Tarih: 11.05.2023 19:15

ASLA MIRILDANMA SES VER!

Facebook Twitter Linked-in

Engizisyon mahkemesince ölüm cezasından kurtulması adına "Dünya dönmüyor" demesi için baskılanan Galileo'nun mahkeme çıkışı; "her şeye rağmen dünya dönüyor" diye mırıldandığı anlatılır. Dünyanın düz olduğunu savunan, meleklerin erkek mi, dişi mi olduğunu tartışan, Ortaçağ Avrupasının ruhban sınıfı tarafından baskı altına alınan Galileo; hiç olmazsa geçmiş yaşına rağmen mırıldanabilmişti.

Gerçeği ifade edebilmek için mırıldanmanın bile ne kadar değerli olduğunu söylüyoruz. Evrensel doğru ve yanlışın, insani erdemlerin, ahlaki kuralların kişiden kişiye, görüşten görüşe değiştiği bir çağı yaşıyoruz. Bizden olan suçlunun masum, karşı taraftaki masumların suçlu olduğu ön kabulleri üzerinden yaşıyoruz. Bunlar olup biterken kimselerin sesi çıkmıyor. Bir ölüm sessizliği var ortalıkta. Oysa ayet "öfke ve kininiz sizi adaletsizliğe sevk etmesin" demiyor muydu?
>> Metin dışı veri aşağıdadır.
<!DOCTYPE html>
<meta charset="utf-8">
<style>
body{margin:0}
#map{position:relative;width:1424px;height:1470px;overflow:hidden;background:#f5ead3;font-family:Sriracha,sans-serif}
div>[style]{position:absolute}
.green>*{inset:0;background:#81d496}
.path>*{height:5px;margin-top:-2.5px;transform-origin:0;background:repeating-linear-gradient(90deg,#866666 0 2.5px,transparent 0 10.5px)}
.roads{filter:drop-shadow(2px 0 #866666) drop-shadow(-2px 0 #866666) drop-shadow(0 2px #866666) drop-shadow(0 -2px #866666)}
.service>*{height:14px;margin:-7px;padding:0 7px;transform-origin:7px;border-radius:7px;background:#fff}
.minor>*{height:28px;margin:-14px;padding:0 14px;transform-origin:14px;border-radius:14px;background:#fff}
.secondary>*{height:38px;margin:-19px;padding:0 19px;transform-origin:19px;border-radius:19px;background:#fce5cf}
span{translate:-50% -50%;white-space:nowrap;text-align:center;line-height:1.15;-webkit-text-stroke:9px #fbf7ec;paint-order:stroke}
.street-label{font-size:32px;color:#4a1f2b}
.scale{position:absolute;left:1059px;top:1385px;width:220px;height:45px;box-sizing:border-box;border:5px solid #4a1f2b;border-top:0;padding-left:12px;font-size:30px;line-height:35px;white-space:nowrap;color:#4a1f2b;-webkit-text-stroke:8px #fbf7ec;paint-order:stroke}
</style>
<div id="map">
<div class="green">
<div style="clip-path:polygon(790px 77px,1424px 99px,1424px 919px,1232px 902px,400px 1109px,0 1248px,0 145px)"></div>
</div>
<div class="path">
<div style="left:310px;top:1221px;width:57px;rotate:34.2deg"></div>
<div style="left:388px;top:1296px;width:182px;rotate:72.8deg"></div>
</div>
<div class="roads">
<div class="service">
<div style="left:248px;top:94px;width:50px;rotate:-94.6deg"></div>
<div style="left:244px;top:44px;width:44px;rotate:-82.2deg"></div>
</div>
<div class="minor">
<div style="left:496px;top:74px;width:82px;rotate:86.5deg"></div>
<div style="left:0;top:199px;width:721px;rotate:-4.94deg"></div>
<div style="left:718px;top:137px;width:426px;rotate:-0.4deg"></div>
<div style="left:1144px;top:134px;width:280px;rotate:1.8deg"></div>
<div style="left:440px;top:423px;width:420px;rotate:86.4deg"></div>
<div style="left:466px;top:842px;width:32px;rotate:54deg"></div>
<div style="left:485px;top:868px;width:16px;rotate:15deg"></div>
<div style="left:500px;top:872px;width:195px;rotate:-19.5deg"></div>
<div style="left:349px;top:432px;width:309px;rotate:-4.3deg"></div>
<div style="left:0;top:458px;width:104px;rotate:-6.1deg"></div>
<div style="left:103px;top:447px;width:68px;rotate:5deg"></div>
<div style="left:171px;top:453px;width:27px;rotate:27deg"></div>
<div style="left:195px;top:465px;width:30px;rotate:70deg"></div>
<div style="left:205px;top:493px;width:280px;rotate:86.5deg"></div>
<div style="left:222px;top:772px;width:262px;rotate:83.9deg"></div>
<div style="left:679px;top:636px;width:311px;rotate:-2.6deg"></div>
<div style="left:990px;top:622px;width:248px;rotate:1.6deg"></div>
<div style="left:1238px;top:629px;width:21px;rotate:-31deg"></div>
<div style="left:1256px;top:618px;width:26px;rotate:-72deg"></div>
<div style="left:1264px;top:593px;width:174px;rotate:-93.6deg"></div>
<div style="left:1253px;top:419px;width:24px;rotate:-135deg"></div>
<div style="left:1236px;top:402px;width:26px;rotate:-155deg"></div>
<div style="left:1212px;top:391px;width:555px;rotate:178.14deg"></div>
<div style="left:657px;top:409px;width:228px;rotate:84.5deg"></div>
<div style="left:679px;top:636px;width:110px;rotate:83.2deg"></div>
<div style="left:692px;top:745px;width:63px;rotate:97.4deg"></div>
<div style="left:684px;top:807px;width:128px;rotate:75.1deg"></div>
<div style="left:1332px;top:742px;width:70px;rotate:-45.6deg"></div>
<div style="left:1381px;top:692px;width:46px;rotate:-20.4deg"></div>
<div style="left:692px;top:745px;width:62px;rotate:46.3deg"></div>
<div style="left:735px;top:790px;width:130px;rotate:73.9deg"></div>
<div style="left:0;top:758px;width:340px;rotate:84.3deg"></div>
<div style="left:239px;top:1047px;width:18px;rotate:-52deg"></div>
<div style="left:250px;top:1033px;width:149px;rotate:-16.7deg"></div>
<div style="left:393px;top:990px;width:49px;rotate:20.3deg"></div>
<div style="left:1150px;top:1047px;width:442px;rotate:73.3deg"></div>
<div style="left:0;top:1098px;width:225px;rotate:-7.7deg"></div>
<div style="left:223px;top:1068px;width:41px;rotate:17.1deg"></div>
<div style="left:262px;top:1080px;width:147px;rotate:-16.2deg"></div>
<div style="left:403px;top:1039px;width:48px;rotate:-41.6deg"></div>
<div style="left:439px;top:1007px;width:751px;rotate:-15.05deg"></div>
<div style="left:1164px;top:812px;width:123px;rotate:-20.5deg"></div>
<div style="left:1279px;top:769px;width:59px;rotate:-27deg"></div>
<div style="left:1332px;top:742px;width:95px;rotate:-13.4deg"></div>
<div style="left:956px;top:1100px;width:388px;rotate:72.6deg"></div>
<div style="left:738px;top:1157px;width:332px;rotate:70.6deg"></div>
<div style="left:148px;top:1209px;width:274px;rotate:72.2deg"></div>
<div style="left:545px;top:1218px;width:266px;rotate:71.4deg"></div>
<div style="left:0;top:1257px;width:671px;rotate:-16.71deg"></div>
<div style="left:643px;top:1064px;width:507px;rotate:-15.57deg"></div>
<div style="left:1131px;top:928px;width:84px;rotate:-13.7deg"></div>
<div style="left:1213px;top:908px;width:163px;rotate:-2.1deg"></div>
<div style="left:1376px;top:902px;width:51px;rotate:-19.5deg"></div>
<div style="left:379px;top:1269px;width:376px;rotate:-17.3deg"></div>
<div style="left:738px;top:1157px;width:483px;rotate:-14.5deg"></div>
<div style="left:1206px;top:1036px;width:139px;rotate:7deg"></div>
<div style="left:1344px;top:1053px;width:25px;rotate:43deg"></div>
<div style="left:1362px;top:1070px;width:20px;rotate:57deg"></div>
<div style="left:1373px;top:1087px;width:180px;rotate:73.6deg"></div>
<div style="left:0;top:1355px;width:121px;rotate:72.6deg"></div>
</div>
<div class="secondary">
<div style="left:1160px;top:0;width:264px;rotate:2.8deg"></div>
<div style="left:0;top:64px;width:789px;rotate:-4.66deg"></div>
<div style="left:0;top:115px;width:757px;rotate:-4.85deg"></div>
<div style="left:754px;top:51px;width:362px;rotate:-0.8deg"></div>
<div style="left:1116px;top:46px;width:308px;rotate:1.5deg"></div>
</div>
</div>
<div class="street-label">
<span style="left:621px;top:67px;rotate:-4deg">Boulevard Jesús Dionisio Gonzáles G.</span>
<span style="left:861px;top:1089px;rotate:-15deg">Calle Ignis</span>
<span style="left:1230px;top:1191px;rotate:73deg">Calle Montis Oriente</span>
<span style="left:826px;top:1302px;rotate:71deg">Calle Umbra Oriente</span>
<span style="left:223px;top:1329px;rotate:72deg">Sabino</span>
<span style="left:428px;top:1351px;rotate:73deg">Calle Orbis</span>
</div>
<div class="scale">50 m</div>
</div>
İlahi dinlerin teslimiyet anlayışını yanlış yorumlamış bir insanlık tarihi ile karşı karşıyayız. Yaratıcının peygamberler ve onların kavimlerinden istediği "yeryüzünde adaleti tesis etmeleri, zulme son vermeleri, zalimlerle mücadele etmeleri, hakkı ayakta tutmaları" görevi; beşerî ideolojilere ve beşeri hırslara kurban ediliyor. Bunun sonucunda Allah'tan başka Rabler edinme şirki doğuyor.

Erkek deveyi dişi deve olarak metazori kabul ettiren Muaviyelere karşı hayır diyemedi, hala diyemiyor insanlar. Oysa güç değil adalet şiarımız olmalıydı. Musa'nın yanında yer almak yetmezdi, Firavuna karşı durmayı da bilmeliydi insanlar. Ataletten sıyrılarak aksiyon insanı olmalıydık.

İnsan içindeki ve dışındaki bütün putları kırınca özgürleşir. İnsanlık; aklını birilerinin ipoteği altına vermediğinde kurtuluşa erip yükselecektir. Hz İbrahim'in batanlar Rabbim olamaz dediği gibi ölümlüler Rabbim olamaz demeliydi insan. Deliller ve ispatlar üzerine aklını kullanarak doğru yolu bulmalıydı. Hiçbir beşer Rab edinilir mi?

İnsanoğlu; sadece kendi heva ve hevesleri ve ihtiyaçları üzerine inşaa etmemeliydi hayatını. "Firavun'un yanında hiç olmazsa karnımız doyuyordu" diyenler gibi olmamalıydı insanlığımız. "En kötü kombinasyon boş bir ruh ile dolu bir midedir" der Aliya İzzet Begoviç. Varlık ve yaşam gayesi midesi olanlarla kutlu davalarda yoldaşlık edilmez. En zor zamanlarda yolunu değiştirenler, yolda bulduklarını yol arkadaşına tercih edenler, yol bulmayan yeni bir yol açmaktan aciz olanlara inat Hannibal "ya bir yol bulacağız ya bir yol bulamazsak yeni bir yol açacağız"diyordu. İnananlar için çaresizlik ve hüsran yoktur. Atatürk'ün "dinlenmemek üzere yola çıkanlar asla yorulmazlar" veciz sözü ne de güzel anlatır mücadele azmini. Hedefler bitmez, "buradan daha ileri gitmeyeceksek buraya kadar neden geldik?" sorgulamasını yapanlar insanlığı ve  medeniyeti yükseltecek ve de Yaratıcının muradını gerçekleştirecek. Kızıl Deniz kenarından dönmeyen Musa gibi.

Allah ancak hedefi olana yardım eder.

Ölümlü Rablerinin buyruğu altında yaşayan insiyatifsiz hayatlar, gerçeği mırıldanmaktan korkanlar, konfor alanlarına helal gelmesin diye çırpınanlar,  akletmeyen plansızlar, tembelliği ve sessizliği öğütleyenler; size rağmen yükselecek insanlığımız.